Fix: I wrote a dynamic chunk manager that split PAN-TAN groups more intelligently based on available memory and CPU cores. Now, multiple small chunks could be handled per process without starving or overloading the system.

# Here, we finalize the chunk size and decide how many tasks will run in parallel, aiming for as balanced resource usage as possible.
.... .... ....
grouped_task = []
temp_df1 = None
temp_df2 = None
total_rows_df1 = sum(groups_df1[k].shape[0] for k in common_keys)
total_rows_df2 = sum(groups_df2[k].shape[0] for k in common_keys)
total_rows = max(total_rows_df1, total_rows_df2)
chunk_size = min(MIN_CHUCK_SIZE, total_rows // max_workers)

for key in common_keys:
    if temp_df1 is None:
        temp_df1 = groups_df1.pop(key)
        temp_df2 = groups_df2.pop(key)
    else:
        temp_df1 = pd.concat([temp_df1, groups_df1.pop(key)], ignore_index=True)
        temp_df2 = pd.concat([temp_df2, groups_df2.pop(key)], ignore_index=True)
    if temp_df1.shape[0]>=chunk_size or temp_df2.shape[0]>=chunk_size:
        grouped_task.append((shared_list, key, temp_df1, temp_df2, ..., ...., ....))
        temp_df1 = None
        temp_df2 = None
if temp_df1 is not None:
grouped_task.append((shared_list, key, temp_df1, temp_df2, ..., ..., ....))
temp_df1 = None
temp_df2 = None
.... .... ....

Result:
Execution time fell to just 6 minutes.
Yes, from 48 hours to 6 minutes. And no fancy tools -- just pandas, multiprocessing, and smart engineering.

Conclusion

• Avoid the use of .apply() unless you really have to.
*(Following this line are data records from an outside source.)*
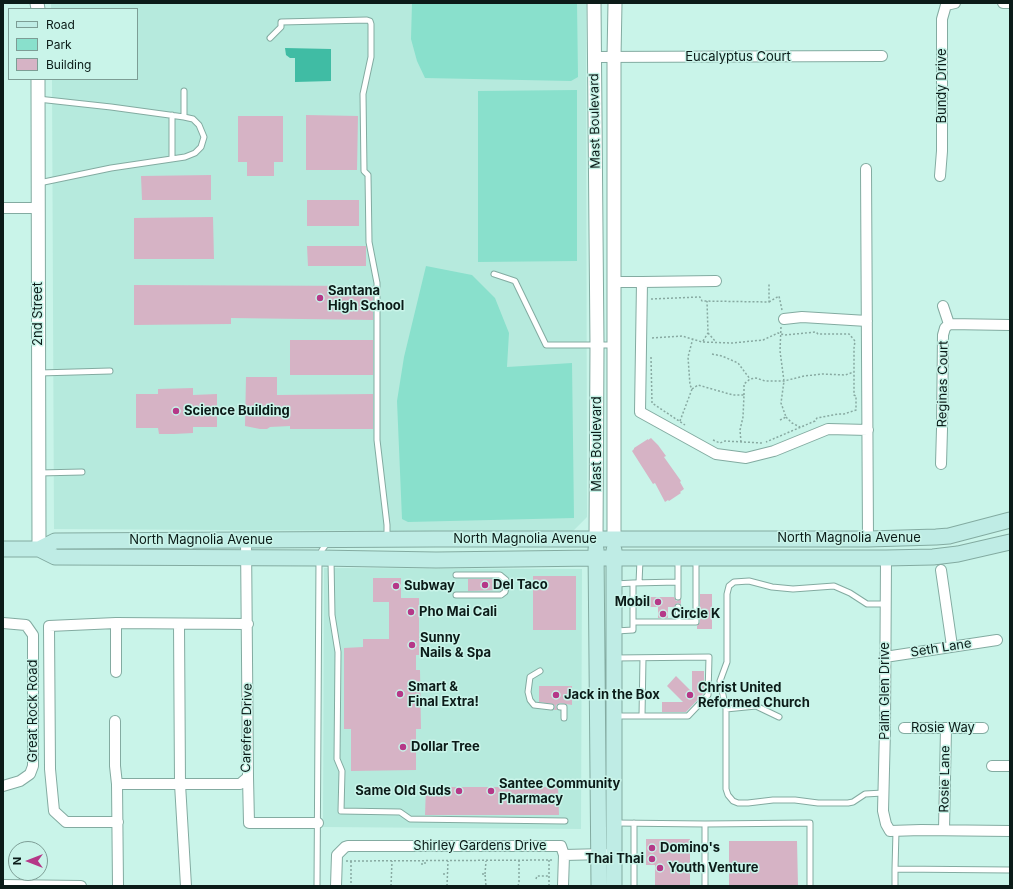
<!DOCTYPE html>
<html>
<head>
<meta charset="utf-8">
<style>
	body { margin:0 }
	#map { position:relative; width:1013px; height:889px; overflow:hidden; background:#c9f4e9; font-family:Inter,sans-serif }
	canvas { display:block }
	.frame { position:absolute; inset:0; border:4px solid #0b1b18; pointer-events:none }
	.legend { position:absolute; left:8px; top:8px; width:130px; height:72px; box-sizing:border-box; background:#c9f4e9; border:1px solid #7d9d95; margin:0; padding:5px 7px; list-style:none; font-size:12px; color:#0b1b18 }
	.legend li { display:flex; align-items:center; gap:8px; height:20px }
	.legend b { width:20px; border:1px solid #7d9d95 }
	.north { position:absolute; left:8px; top:841px; width:40px; height:40px; box-sizing:border-box; background:#c9f4e9; border:1px solid #7d9d95; border-radius:50%; rotate:270deg; font-size:11px; font-weight:700; line-height:16px; text-align:center; color:#0b1b18 }
	.north::after { content:''; display:block; margin:auto; width:14px; height:18px; background:#b53888; clip-path:polygon(50% 0,100% 100%,50% 72%,0 100%) }
</style>
</head>
<body>
<div id="map">
<canvas width="1013" height="889"></canvas>
<div class="frame"></div>
<ul class="legend">
<li><b style="height:5px;background:#bfece5"></b>Road</li>
<li><b style="height:11px;background:#89e0cc"></b>Park</li>
<li><b style="height:11px;background:#d6b3c5"></b>Building</li>
</ul>
<div class="north">N</div>
</div>
<script>
const context = document.querySelector('canvas').getContext('2d');
context.lineJoin = 'round';
function fillPath(path, color) { context.fillStyle = color; context.fill(path, 'evenodd'); }
const poly = rows => new Path2D(rows.map(r => 'M' + r).join(''));
function stroke(path, color, width, dash) { context.strokeStyle = color; context.lineWidth = width; context.lineCap = dash ? 'butt' : 'round'; context.setLineDash(dash || []); context.stroke(path); }
function drawText(font, color, halo, rows, align = 'center') {
  context.font = font + ' Inter,sans-serif'; context.lineWidth = 3; context.setLineDash([]); context.textBaseline = 'middle'; context.strokeStyle = halo; context.fillStyle = color; for (const [text, x, y, turn = 0] of rows) {
    context.save(); context.translate(x, y); context.rotate((+turn || 0) * Math.PI / 180); context.textAlign = isNaN(turn) ? turn : align; if (halo) context.strokeText(text, 0, 0); context.fillText(text, 0, 0); context.restore();
  }
}
fillPath(poly([
	[51,3,586,3,587,517,572,532,54,529,52,79,137,79,137,9,51,9],
	[324,568,582,569,581,829,323,827]
]), '#b6eadd');
fillPath(poly([
	[412,3,577,3,578,77,571,81,425,78,417,61,411,39],
	[577,90,577,261,478,262,478,91],
	[426,266,472,275,495,298,509,333,507,367,572,363,574,518,408,522,402,519,397,401,404,357]
]), '#89e0cc');
fillPath(poly([
	[285,48,331,49,331,81,295,82,295,58,290,58,286,55]
]), '#40bca4');
fillPath(poly([
	[306,115,358,116,357,170,306,170],
	[238,116,283,116,283,162,274,162,274,176,247,176,247,162,238,162],
	[211,175,211,200,142,200,141,176],
	[307,200,359,200,359,226,307,226],
	[213,217,214,259,134,259,134,218],
	[307,246,366,246,366,266,308,266],
	[134,285,373,286,373,320,231,318,231,324,134,325],
	[290,340,373,340,373,375,290,375],
	[246,377,277,377,277,395,373,394,373,429,290,429,290,426,270,427,267,429,260,429,245,426],
	[193,388,193,395,217,394,217,427,193,427,193,433,174,434,159,434,158,428,136,428,136,394,158,394,158,389],
	[651,438,658,445,666,456,664,457,681,481,680,482,684,489,680,492,681,493,669,501,668,500,665,502,655,483,653,484,632,451,634,449,634,448,648,439,648,440],
	[533,576,576,576,576,630,533,630],
	[373,578,401,578,401,598,419,598,419,655,416,655,416,670,420,670,421,729,416,729,416,770,351,771,351,729,344,729,344,648,363,647,363,639,389,639,389,602,373,602],
	[468,579,499,579,501,581,501,590,468,591],
	[700,594,712,594,712,629,697,629,697,626,700,622],
	[637,597,674,597,676,601,681,599,681,604,677,603,674,607,668,607,668,618,658,618,658,607,637,607],
	[692,671,704,671,704,693,686,712,662,712,662,702,683,702,667,686,676,676,692,692],
	[539,686,572,686,572,705,560,703,556,705,557,710,554,710,555,706,553,704,539,702],
	[426,787,558,787,559,815,425,815],
	[646,839,690,839,690,886,655,886,655,865,646,865],
	[729,841,797,841,798,886,729,886]
]), '#d6b3c5');
const service = poly([
	[270,38,281,27,281,22,367,20,370,21,371,24,371,57,363,94,364,171,368,175,369,242,377,283,377,440,387,525,387,538],
	[38,99,111,107,184,117,193,119,199,125,204,137,201,147,195,153,185,157,111,168,39,183],
	[172,115,172,159],
	[184,117,184,91],
	[494,274,515,281,546,345,613,345],
	[39,373,110,371],
	[39,473,82,472],
	[331,560,332,615,338,652,337,759,342,771,341,811,400,812,410,819,565,821],
	[456,575,500,575,506,580,507,583,505,592,501,595,456,595],
	[678,582,678,597],
	[633,583,678,582,678,559],
	[639,583,640,560],
	[615,584,633,583,633,622],
	[678,607,679,622],
	[616,631,633,630,633,622,696,622,696,560],
	[540,671,530,677,528,692,530,700,534,705,551,707],
	[560,707,564,707,564,718],
	[726,709,756,706,779,717],
	[615,716,688,716,708,695,709,657,615,658],
	[642,716,643,658],
	[883,793,865,794,853,802,848,803,818,803,795,800,773,800,748,803,738,803,733,801,728,795,726,789,726,709,720,681,727,662,727,594,729,586,734,582,749,581,772,587,793,589,834,586,850,593,867,604,886,604],
	[616,823,705,824,705,886],
	[634,823,634,886],
	[705,824,810,823,810,886],
	[896,831,895,869,1010,870],
	[317,886,319,558,322,550,328,542],
	[895,886,895,869]
]);
const minor = poly([
	[1003,3,1010,3],
	[594,57,882,56],
	[866,169,868,539],
	[940,176,942,151,942,19,946,5,955,3],
	[3,208,38,208],
	[716,281,642,282,640,412,716,454,746,458,774,451,828,429,868,430],
	[614,282,642,282],
	[943,306,949,324],
	[784,319,802,317,867,321],
	[949,324,1010,325],
	[941,464,942,429,943,335,945,328,949,324],
	[886,558,885,729,883,811,886,824,890,831,921,830,1010,831],
	[941,570,952,646],
	[3,623,26,625,33,635,33,766,30,774,20,781,3,786],
	[179,624,180,784,186,886],
	[885,657,997,640],
	[116,672,116,623],
	[115,721,115,766,117,784],
	[904,728,983,728],
	[992,766,1010,766],
	[248,777,249,823,318,823],
	[118,822,66,822,54,811,50,769,49,626,116,623,248,624],
	[944,830,946,728],
	[3,885,81,886],
	[118,886,117,784,240,784,248,777,246,540],
	[336,886,337,855,345,847,348,846,561,846,564,855,605,854],
	[563,886,564,855]
]);
const tertiary = poly([
	[37,3,38,9],
	[594,3,597,345,596,539],
	[38,79,39,549],
	[614,539,614,57,615,3]
]);
const secondary = poly([
	[3,549,39,549,55,541,435,539,868,539,936,537,949,536,1010,520],
	[39,549,55,557,319,558,436,560,596,558,886,558,933,557,958,554,1010,542],
	[596,549,599,886],
	[614,886,614,550]
]);
stroke(service, '#83aba1', 7);
stroke(minor, '#83aba1', 12);
stroke(tertiary, '#83aba1', 15);
stroke(secondary, '#83aba1', 17);
stroke(poly([
	[651,299,700,297,702,301,769,302,769,283],
	[769,302,779,296,782,310],
	[708,333,716,342],
	[652,338,682,336,702,342,732,343,763,340,778,333,785,335,816,332,818,334,849,334,855,341,854,348,854,395,856,396,856,410,844,414,838,414,817,418,815,421,766,442],
	[703,341,708,333,707,301],
	[712,354,722,356,738,363,750,379],
	[651,357,652,403,685,425],
	[692,389,698,385,733,395,744,395,743,417,740,430,741,442],
	[744,395,744,384,750,379,756,378,765,381,784,381,804,376,823,374,845,375,854,372],
	[786,417,792,423,800,427],
	[780,420,786,417,781,403,784,381,780,351,781,327],
	[680,421,692,389,690,385,688,357,693,338],
	[713,440,720,443,725,441,762,443],
	[549,860,549,886],
	[346,861,554,860],
	[351,861,351,886],
	[421,864,425,864,425,861],
	[443,874,447,874],
	[482,874,485,874,486,886],
	[485,874,486,861],
	[536,879,537,876,549,876],
	[391,886,392,861],
	[447,886,448,861],
	[518,886,519,882,519,860]
]), '#87a9a1', 1.5, [2, 2]);
stroke(service, '#fff', 5);
stroke(minor, '#fff', 10);
stroke(tertiary, '#fff', 13);
stroke(secondary, '#bfece5', 15);
for (const [x, y, r, color] of [
	[320,298,4,"#b53888"],
	[176,411,4,"#b53888"],
	[485,585,4,"#b53888"],
	[396,586,4,"#b53888"],
	[658,602,4,"#b53888"],
	[411,612,4,"#b53888"],
	[663,614,4,"#b53888"],
	[412,645,4,"#b53888"],
	[400,694,4,"#b53888"],
	[556,695,4,"#b53888"],
	[690,695,4,"#b53888"],
	[403,747,4,"#b53888"],
	[459,791,4,"#b53888"],
	[491,791,4,"#b53888"],
	[652,848,4,"#b53888"],
	[652,859,4,"#b53888"],
	[660,868,4,"#b53888"]
]) { const dot = new Path2D(); dot.arc(x, y, r, 0, 2 * Math.PI); context.fillStyle = color; context.fill(dot); stroke(dot, '#c9f4e9', 1.5); }
drawText('13px', '#0b1b18', '#c9f4e9', [
	["Eucalyptus Court",738,57],
	["Bundy Drive",942,86,-90],
	["Mast Boulevard",595,121,-91],
	["2nd Street",38,314,-90],
	["Reginas Court",943,384,-89],
	["Mast Boulevard",597,444,-90],
	["North Magnolia Avenue",849,538],
	["North Magnolia Avenue",525,539],
	["North Magnolia Avenue",201,540],
	["Seth Lane",941,648,-9],
	["Palm Glen Drive",885,691,-90],
	["Great Rock Road",33,711,-90],
	["Carefree Drive",247,728,-89],
	["Rosie Way",943,728],
	["Rosie Lane",945,779,-89],
	["Shirley Gardens Drive",480,846]
]);
drawText('bold 13px', '#0b1b18', '#c9f4e9', [
	["Santana",328,291],
	["High School",328,306],
	["Science Building",184,411],
	["Del Taco",493,585],
	["Subway",404,586],
	["Mobil",650,602,"right"],
	["Pho Mai Cali",419,612],
	["Circle K",671,614],
	["Sunny",420,638],
	["Nails & Spa",420,653],
	["Smart &",408,687],
	["Final Extra!",408,702],
	["Christ United",698,688],
	["Reformed Church",698,703],
	["Jack in the Box",564,695],
	["Dollar Tree",411,747],
	["Santee Community",499,784],
	["Pharmacy",499,799],
	["Same Old Suds",451,791,"right"],
	["Domino's",660,848],
	["Thai Thai",644,859,"right"],
	["Youth Venture",668,868]
], 'left');
</script>
</body>
</html>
It’s intuitive, but slow for big data.
• Chunk your data smartly – think in groups, especially if your business logic allows for clean separation (like PAN-TAN in my case).
• Don’t over-parallelize – multiprocessing is powerful, but only when you balance memory, I/O, and CPU smartly.
• Merge related logic where possible to avoid redundant data loads
• Vectorized code isn’t just faster – it’s cleaner and easier to maintain.